Sharing Costs without Roommate Drama

Shared Living 101
April 20, 2015

A roommate can provide a great way to save on living expenses. It can also produce a lifelong friend – or a sworn enemy. You can never be sure how any roommate arrangement will turn out, but with some planning, you can tip the scales toward the former and avoid the latter.

The necessary planning can be summarized in one phrase: lay out the rules before you start. This does not have to be a Sheldon Cooper roommate agreement (for you fans of The Big Bang Theory), but it should be reasonably comprehensive and consider the following issues.

  • Rent and Expenses – The easiest thing to do with rent is share it equally, but that may not be fair depending on the amount of floor space and other amenities involved. Perhaps the roommate who gets the bedroom with the attached bathroom pays more than the other one. Whatever rent rules you agree to, enforce them rigidly. Letting rent slide usually leads to collective unhappiness.

    Lay out the guidelines for other pooled and separated expenses. For example, you could put together a kitty of equal contributions for cleaning supplies and let everyone buy their own food items. For monthly-billed items such as utilities and cable TV, elect the most responsible of the group to keep the bill in his or her name.

    If you are renting out a room in a house you own, it is even more important to lay out the rules in detail since not all parties are equal in the relationship.

  • Privacy/Guests – Behold the naked roommate! Or worse, behold the naked roommate with his or her naked friends. Prevent this eye-scorching event by being upfront about privacy rules beforehand.
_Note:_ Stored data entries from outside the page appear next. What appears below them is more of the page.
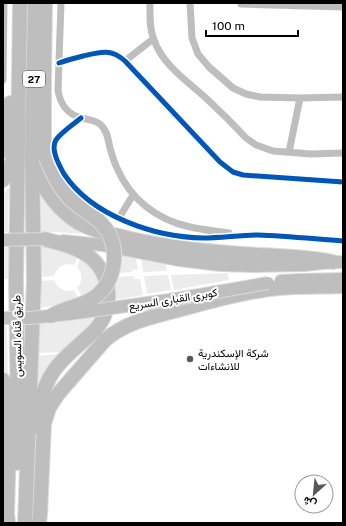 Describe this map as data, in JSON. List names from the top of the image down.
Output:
{
  "streets": {
    "highway": ["27", "كوبرى القبارى السريع", "طريق قناه السويس"]
  },
  "crossings": [
    ["27", "طريق قناه السويس"]
  ],
  "places": ["شركة الإسكندرية للانشاءات"],
  "scale_bar": "100 m",
  "north": "bottom left"
}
Include your policy on overnight guests and boy/girlfriends, as well as designating off-times when you cannot handle extra people in the house.

    We suggest agreeing to periodic times when one or more roommates agree to be elsewhere to give another roommate the privacy he or she needs, whether or not nakedness is involved.
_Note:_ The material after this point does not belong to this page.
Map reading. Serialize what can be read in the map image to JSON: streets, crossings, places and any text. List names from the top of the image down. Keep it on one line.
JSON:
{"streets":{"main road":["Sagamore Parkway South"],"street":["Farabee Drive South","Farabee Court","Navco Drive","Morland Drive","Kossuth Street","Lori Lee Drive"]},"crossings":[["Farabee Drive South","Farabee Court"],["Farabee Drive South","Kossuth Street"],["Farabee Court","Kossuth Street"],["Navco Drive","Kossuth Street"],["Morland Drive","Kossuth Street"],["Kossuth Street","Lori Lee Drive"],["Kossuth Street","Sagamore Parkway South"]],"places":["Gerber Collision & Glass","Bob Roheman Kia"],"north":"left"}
  • Cleaning – Letting the garbage pile up until one of you finally cracks is not a good idea. Who knows how long you could all hold out?

    Whether you go with a rotating schedule or divided weekly responsibilities, find an equitable way to divide the cleaning workload and set up a reasonable schedule that falls between OCD and slob on the cleanliness tolerance scale.

  • Animals – As a rule, animal people should not live with anti-animal people or those who have allergies, and within that subset, cat people should not live with dog people. You know who you are.

    In general, your pets rank higher in your hierarchy than they do with others – and that is perfectly fine, as long as roommates think alike in that regard. When shared pets are involved, be sure to divide the feeding, cleaning, and walking chores suitably.

  • Deal Breakers – Absolute deal breakers, such as an inability to tolerate a smoking roommate, must be brought out up front. There is no use deceiving your roommates and expecting things to change later.

Living together as a couple takes shared living to a whole new level. Part of what you are doing is figuring out if you love your roommate enough to put up with his or her odd traits for the rest of your life. For now, they are cute, but in twenty years, they will be merely annoying.

It is wise to define the rules as outlined above, and it may even be more important for couples, because it is doubly awkward to bring up these issues after the fact.

In the end, the important thing is to outline expectations to the extent possible, agree to them, and be considerate enough to live by them. If you cannot handle those simple steps, you probably are not ready to deal with a roommate. If your current roommate cannot handle these steps, then it is time to find a new one – whether the relationship is romantic or platonic.